Barring any last-minute change of mind, the Independent National Electoral Commission (INEC) may release the timetable for next year’s elections tomorrow.

All the political parties have up till the end of October to submit lists of their candidates for the elections, it was learnt at the weekend.

The timetable is to replace the tentative one announced by the immediate past chairman of INEC, Prof. Maurice Iwu, in March.

The INEC National Commissioner in charge of Publicity, Mr. Solomon Soyebi, told our correspondent: “A formal timetable will be announced this week, possibly early in the week”.

Pressed for further comments, he said: “We would make a categorical statement on Tuesday.”

But he declined whether Iwu’s timetable will be retained or not. Soyebi merely said: “Don’t let us speculate.”

But another INEC source, who pleaded not to be named, claimed that Iwu’s provisional timetable is no longer workable.

He added: “This commission has looked at the new Electoral Act and it has worked out its plans, which the Chairman of INEC, Prof. Attahiru Jega, will unfold this week.

“It is only fair that the new INEC should be allowed to come up with its new plans – in line with the realities on ground.”

Responding to a question, the source said: “The provisional timetable reeled out by Iwu is no longer practicable because timelines for some events have changed.

“For instance, the provisional timetable released by Iwu indicated that the review of registration of voters should be between April 26 and July 30, 2010. The parties were expected to conduct their primaries between May 2 and July 31, 2010.

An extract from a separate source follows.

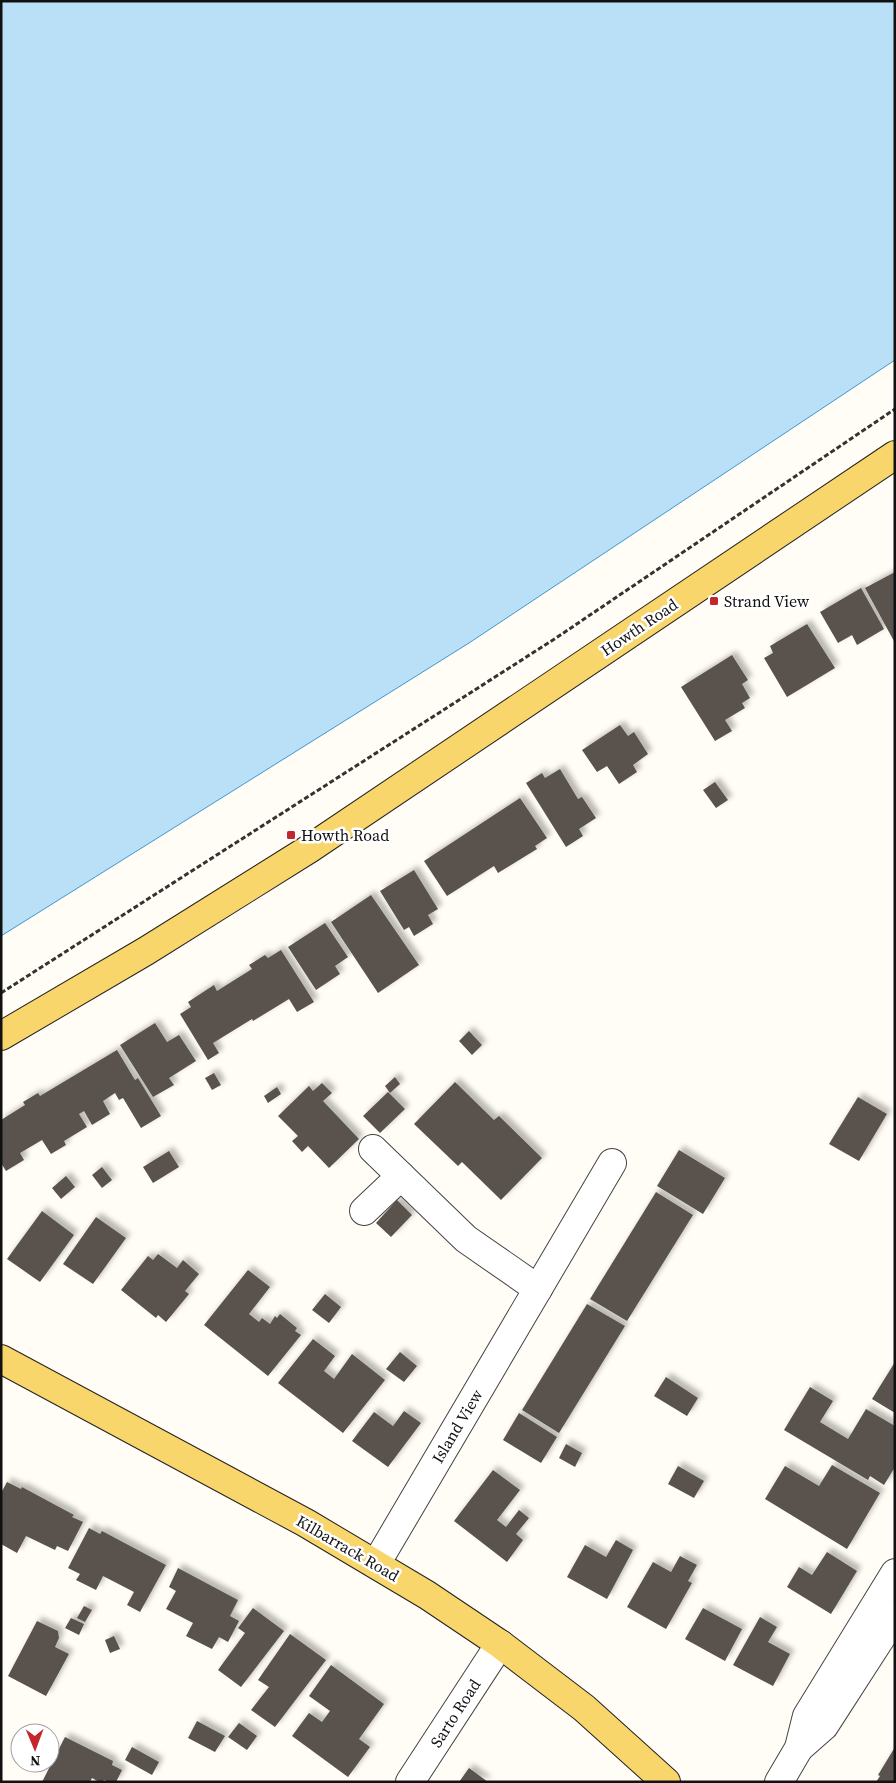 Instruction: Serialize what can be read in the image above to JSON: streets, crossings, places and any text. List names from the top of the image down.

“Iwu had also envisaged that the last day for submission of nomination forms to the commission for the National Assembly poll would be September 20, 2010, governorship and state assembly elections; September 27, 2010.

The presidential poll would be on October 4, 2010.

“Most of these timelines have been overtaken by the delay in passing the Electoral Act. It is reasonable that INEC would have to come up with fresh guidelines to accommodate all activities leading to the conduct of the 2011 poll.

“Under the Electoral Act, the poll is expected to hold between December 30 and January 29. And Prof. Jega has said that the commission may opt for a middle position. So, the elections might hold between January 8 and 15.”

As at press time, there were strong indications that political parties have up till end of October or November 8 to submit names of candidates.

According to findings, the new Electoral Act has made it compelling for INEC to get the list from the parties at least 60 days before the poll date.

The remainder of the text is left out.